The band's versatility and vitality has brought them from the Jazz Festival circuit to being equally at home at Bonnaroo and with their own Tiny Desk and Boiler Room sets. While staying within their stylistic realm, their new album Hyper-Dimensional Expansion Beam sees the band finding new pockets to dwell in and galaxies to explore. One of the Comet Is Coming's most distinguishing aspects is the massiveness of their sound, and that comes through again on Hyper-Dimensional Expansion Beam — the crisp, deft drums, the bass crunch, the alien-firefly-weaving-through-the-sky sax, and the kaleidoscopic synths that fill in the rest. It's a mesmerizing and otherworldly style akin to what some of their contemporaries — like Anteloper and the UK's Moses Boyd and Theon Cross — have been doing, with an emphasis on hard funk and heady psych rock woven with propulsive rave and electro. 

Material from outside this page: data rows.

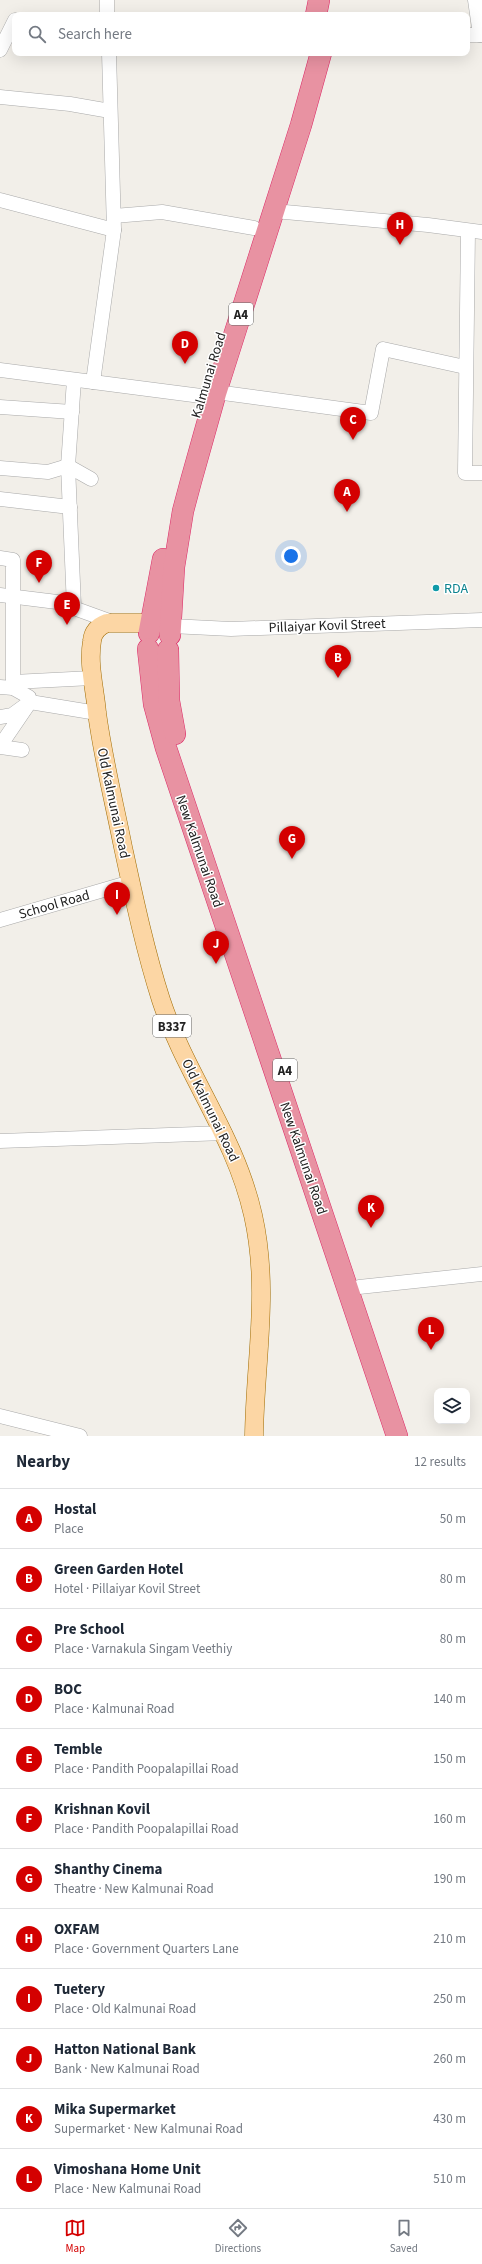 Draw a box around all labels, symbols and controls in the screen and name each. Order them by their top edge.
search box [12,12,470,56]
icon: search [26,23,48,45]
text: Search here [58,24,132,45]
pin: H [387,212,413,245]
road number: A4 [229,303,253,325]
street label: Kalmunai Road [186,330,232,421]
pin: D [172,331,198,364]
pin: C [340,407,366,440]
pin: A [334,479,360,512]
your location [281,546,301,566]
pin: F [26,550,52,583]
place label: RDA [444,579,468,599]
marker: RDA [431,583,441,593]
pin: E [54,592,80,625]
street label: Pillaiyar Kovil Street [268,614,386,638]
pin: B [325,645,351,678]
street label: Old Kalmunai Road [92,746,134,860]
street label: New Kalmunai Road [170,792,228,910]
pin: G [279,826,305,859]
pin: I [104,882,130,915]
street label: School Road [16,885,92,925]
pin: J [203,931,229,964]
road number: B337 [153,1015,191,1037]
street label: Old Kalmunai Road [176,1056,244,1165]
road number: A4 [273,1059,297,1081]
street label: New Kalmunai Road [274,1099,332,1217]
pin: K [358,1195,384,1228]
pin: L [418,1317,444,1350]
map controls [434,1388,470,1424]
button: layers [434,1388,470,1424]
text: Nearby [16,1450,70,1474]
text: 12 results [414,1453,466,1471]
text: Hostal [54,1499,96,1520]
text: A [25,1510,33,1528]
text: 50 m [440,1510,466,1528]
text: Place [54,1520,83,1538]
text: Green Garden Hotel [54,1559,183,1580]
text: B [25,1570,33,1588]
text: 80 m [440,1570,466,1588]
text: Hotel · Pillaiyar Kovil Street [54,1580,200,1598]
text: Pre School [54,1619,124,1640]
text: C [25,1630,33,1648]
text: 80 m [440,1630,466,1648]
text: Place · Varnakula Singam Veethiy [54,1640,232,1658]
text: BOC [54,1679,82,1700]
text: D [25,1690,33,1708]
text: 140 m [433,1690,466,1708]
text: Place · Kalmunai Road [54,1700,174,1718]
text: Temble [54,1739,102,1760]
text: E [25,1750,33,1768]
text: 150 m [433,1750,466,1768]
text: Place · Pandith Poopalapillai Road [54,1760,239,1778]
text: Krishnan Kovil [54,1799,150,1820]
text: F [26,1810,32,1828]
text: 160 m [433,1810,466,1828]
text: Place · Pandith Poopalapillai Road [54,1820,239,1838]
text: Shanthy Cinema [54,1859,163,1880]
text: G [25,1870,33,1888]
text: 190 m [433,1870,466,1888]
text: Theatre · New Kalmunai Road [54,1880,214,1898]
text: OXFAM [54,1919,100,1940]
text: H [25,1930,33,1948]
text: 210 m [433,1930,466,1948]
text: Place · Government Quarters Lane [54,1940,239,1958]
text: Tuetery [54,1979,105,2000]
text: I [27,1990,31,2008]
text: 250 m [433,1990,466,2008]
text: Place · Old Kalmunai Road [54,2000,196,2018]
text: Hatton National Bank [54,2039,196,2060]
text: J [26,2050,32,2068]
text: 260 m [433,2050,466,2068]
text: Bank · New Kalmunai Road [54,2060,200,2078]
text: Mika Supermarket [54,2099,176,2120]
text: K [25,2110,33,2128]
text: 430 m [433,2110,466,2128]
text: Supermarket · New Kalmunai Road [54,2120,243,2138]
text: Vimoshana Home Unit [54,2159,201,2180]
text: L [26,2170,32,2188]
text: 510 m [433,2170,466,2188]
text: Place · New Kalmunai Road [54,2180,201,2198]
tab: Map [64,2217,86,2256]
tab: Directions [215,2217,261,2256]
tab: Saved [390,2217,418,2256]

Hutchings once referred to something Sun Ra said that stuck with him regarding the power of myths — that those who've been subjugated often lose the ability to conceive of realities outside of what's been handed to them. Hutchings found creating myths for oneself — dissolving the line between reality and hyperreality — to be of immense importance, and anyone acquainted with his work will know the mythological structures that he crafts. This crusade translates into a sense of resistance, liberation and spirituality that comes through in the Comet Is Coming's cosmic majesty, with each new project helping to extend these notions of myth-building, bringing powerful hyperreality into reality and vice versa.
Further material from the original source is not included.